DATASET -
☆ ☆ ☆ ☆ ☆
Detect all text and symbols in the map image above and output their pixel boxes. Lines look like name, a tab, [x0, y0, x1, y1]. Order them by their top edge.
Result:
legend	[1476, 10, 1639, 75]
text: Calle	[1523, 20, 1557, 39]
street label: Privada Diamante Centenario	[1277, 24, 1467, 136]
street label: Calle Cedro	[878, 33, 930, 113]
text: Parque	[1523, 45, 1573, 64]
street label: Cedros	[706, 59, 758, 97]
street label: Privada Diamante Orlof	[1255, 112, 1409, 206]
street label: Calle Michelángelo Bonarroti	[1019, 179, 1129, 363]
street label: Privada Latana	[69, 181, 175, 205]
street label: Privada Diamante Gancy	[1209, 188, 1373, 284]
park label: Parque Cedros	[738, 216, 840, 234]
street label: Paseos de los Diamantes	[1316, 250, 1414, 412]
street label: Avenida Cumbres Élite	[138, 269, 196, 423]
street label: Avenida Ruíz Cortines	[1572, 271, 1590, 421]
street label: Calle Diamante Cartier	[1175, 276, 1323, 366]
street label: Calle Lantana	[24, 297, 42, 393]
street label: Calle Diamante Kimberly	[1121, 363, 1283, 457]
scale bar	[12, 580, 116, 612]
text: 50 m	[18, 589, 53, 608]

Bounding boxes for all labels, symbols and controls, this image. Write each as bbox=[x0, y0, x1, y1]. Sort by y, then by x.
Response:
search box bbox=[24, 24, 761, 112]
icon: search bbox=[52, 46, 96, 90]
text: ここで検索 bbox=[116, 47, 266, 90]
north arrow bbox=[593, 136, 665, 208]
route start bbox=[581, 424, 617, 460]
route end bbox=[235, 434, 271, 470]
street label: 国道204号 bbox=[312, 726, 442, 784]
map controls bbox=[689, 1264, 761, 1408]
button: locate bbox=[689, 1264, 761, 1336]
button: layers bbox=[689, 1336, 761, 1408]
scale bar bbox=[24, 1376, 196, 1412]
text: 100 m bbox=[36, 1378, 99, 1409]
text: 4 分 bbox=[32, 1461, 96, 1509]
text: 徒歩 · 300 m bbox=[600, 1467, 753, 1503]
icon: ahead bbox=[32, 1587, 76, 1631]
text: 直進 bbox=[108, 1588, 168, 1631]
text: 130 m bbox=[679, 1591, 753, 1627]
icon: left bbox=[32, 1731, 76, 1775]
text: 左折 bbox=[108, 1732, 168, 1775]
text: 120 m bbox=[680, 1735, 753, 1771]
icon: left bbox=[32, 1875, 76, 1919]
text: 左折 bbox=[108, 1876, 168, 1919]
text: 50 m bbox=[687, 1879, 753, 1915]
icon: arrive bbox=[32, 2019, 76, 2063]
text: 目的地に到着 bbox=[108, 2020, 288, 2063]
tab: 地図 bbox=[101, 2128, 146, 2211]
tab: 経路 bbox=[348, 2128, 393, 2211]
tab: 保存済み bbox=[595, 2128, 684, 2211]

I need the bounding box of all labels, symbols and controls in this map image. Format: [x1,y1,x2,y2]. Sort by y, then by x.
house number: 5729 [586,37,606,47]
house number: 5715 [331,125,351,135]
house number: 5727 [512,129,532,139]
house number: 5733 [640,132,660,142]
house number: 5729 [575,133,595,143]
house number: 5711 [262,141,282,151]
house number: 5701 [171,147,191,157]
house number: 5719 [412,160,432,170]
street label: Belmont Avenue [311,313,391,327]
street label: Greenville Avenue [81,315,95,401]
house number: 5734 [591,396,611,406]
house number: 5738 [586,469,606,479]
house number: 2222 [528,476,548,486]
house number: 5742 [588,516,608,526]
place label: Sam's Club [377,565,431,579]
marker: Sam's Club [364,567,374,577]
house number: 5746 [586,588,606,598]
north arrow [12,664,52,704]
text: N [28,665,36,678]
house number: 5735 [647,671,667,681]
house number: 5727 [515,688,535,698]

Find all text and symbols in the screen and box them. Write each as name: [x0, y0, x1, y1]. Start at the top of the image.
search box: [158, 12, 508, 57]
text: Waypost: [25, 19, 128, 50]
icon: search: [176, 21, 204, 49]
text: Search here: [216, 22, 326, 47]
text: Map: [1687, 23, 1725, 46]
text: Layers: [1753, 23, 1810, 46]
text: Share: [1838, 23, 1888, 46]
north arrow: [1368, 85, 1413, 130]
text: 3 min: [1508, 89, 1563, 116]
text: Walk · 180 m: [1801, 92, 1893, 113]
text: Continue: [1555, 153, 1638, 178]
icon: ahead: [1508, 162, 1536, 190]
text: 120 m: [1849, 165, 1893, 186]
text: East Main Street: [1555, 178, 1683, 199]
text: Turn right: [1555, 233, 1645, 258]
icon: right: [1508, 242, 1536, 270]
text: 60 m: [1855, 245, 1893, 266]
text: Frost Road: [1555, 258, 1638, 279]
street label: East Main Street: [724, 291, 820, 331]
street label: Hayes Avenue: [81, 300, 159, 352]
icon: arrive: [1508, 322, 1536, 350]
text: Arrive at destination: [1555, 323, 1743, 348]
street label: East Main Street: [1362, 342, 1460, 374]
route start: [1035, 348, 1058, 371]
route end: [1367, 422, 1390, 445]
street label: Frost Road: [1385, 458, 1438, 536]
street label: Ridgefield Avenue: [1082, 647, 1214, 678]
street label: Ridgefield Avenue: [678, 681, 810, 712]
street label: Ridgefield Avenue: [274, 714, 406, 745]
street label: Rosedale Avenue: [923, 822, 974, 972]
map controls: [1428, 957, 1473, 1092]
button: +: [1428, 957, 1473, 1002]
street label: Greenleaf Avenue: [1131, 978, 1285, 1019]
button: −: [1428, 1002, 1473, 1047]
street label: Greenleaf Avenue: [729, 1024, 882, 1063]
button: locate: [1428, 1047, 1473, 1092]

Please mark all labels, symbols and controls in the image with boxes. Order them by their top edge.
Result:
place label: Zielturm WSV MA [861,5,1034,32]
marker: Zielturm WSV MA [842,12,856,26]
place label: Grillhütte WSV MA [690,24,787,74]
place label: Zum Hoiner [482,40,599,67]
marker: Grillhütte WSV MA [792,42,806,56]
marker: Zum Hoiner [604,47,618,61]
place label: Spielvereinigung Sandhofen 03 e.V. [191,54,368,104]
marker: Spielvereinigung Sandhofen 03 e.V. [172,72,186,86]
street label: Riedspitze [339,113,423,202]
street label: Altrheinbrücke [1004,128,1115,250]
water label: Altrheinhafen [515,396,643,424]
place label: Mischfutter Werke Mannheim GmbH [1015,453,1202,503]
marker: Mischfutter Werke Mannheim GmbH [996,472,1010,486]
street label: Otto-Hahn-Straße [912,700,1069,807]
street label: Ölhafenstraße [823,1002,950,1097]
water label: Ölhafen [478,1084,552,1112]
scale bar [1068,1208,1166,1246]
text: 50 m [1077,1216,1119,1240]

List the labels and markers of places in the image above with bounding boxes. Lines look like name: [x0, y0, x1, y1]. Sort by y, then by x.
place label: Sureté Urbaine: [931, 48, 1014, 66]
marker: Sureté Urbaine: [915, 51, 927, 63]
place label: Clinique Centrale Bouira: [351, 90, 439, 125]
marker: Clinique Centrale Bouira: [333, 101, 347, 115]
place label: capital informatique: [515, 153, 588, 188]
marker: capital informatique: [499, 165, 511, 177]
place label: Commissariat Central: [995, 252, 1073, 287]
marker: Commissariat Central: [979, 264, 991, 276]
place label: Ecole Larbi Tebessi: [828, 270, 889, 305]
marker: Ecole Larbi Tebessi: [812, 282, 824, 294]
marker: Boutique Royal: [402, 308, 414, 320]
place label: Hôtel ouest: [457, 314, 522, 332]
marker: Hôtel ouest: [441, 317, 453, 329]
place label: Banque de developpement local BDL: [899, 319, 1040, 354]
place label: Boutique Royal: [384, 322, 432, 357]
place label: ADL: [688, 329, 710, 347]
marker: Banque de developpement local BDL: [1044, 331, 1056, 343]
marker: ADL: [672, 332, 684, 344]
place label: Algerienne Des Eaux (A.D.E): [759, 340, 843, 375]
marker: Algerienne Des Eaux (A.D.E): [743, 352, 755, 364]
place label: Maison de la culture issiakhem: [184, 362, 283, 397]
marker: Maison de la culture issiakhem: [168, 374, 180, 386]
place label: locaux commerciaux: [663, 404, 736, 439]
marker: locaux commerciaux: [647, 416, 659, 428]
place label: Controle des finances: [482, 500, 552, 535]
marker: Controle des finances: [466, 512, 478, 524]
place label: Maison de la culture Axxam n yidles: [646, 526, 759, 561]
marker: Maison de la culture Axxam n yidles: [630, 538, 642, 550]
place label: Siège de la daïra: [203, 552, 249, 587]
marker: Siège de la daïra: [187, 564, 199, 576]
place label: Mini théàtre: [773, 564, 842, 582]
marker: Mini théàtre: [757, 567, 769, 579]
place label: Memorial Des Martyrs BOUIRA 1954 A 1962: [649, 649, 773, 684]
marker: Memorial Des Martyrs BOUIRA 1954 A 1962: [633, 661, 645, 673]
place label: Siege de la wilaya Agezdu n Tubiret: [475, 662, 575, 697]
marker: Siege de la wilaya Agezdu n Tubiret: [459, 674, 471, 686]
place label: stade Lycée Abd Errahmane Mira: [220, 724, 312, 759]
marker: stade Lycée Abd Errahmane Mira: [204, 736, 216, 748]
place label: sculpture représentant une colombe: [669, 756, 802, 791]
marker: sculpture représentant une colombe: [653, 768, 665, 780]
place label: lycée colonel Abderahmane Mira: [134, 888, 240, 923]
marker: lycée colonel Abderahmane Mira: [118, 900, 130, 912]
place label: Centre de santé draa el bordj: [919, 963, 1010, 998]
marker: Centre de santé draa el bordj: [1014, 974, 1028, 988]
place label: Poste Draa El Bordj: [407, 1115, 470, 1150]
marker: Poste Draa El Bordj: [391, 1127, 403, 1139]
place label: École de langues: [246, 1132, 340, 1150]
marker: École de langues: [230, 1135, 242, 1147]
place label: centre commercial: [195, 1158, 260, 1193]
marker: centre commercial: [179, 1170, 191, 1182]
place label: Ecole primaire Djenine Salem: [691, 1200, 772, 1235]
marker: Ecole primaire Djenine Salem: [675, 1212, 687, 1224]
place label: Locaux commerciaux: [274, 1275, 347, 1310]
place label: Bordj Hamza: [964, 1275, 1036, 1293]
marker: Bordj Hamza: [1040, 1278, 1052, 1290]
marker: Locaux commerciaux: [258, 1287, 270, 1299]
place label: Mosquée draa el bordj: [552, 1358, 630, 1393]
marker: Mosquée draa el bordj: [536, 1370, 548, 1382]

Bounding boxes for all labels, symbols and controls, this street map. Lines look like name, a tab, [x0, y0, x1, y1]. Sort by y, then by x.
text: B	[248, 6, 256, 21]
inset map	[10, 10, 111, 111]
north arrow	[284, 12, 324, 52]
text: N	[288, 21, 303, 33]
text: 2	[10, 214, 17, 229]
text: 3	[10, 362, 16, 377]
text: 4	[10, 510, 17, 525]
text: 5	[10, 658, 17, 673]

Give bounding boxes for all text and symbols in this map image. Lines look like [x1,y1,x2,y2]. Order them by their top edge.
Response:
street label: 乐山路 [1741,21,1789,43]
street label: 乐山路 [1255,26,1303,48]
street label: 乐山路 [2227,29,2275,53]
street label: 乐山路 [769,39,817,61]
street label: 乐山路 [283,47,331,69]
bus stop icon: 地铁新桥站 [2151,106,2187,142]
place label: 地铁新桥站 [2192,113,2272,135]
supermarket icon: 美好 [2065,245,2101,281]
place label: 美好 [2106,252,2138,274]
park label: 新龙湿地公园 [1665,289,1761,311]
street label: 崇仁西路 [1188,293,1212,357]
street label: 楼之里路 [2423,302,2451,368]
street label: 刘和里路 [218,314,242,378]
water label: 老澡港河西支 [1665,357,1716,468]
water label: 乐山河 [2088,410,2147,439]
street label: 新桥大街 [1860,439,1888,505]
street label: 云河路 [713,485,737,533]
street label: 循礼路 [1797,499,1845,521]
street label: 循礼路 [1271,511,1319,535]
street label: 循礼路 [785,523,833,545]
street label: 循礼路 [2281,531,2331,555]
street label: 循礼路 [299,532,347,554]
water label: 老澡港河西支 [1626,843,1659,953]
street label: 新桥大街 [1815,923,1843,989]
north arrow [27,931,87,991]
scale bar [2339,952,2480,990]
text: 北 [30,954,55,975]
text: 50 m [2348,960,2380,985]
☆ ☆ ☆ ☆ ☆
Only the lines above starting at the line that holds "Bounding boxes for all labels, symbols and controls, this street" and ending at the line that holds "Give bounding boxes" are to be repeated, exactly and in full.

Bounding boxes for all labels, symbols and controls, this street map. Lines look like name, a tab, [x0, y0, x1, y1]. Sort by y, then by x.
text: B	[248, 6, 256, 21]
inset map	[10, 10, 111, 111]
north arrow	[284, 12, 324, 52]
text: N	[288, 21, 303, 33]
text: 2	[10, 214, 17, 229]
text: 3	[10, 362, 16, 377]
text: 4	[10, 510, 17, 525]
text: 5	[10, 658, 17, 673]

Give bounding boxes for all text and symbols in this map image. Lines look like [x1,y1,x2,y2]. Order them by their top edge.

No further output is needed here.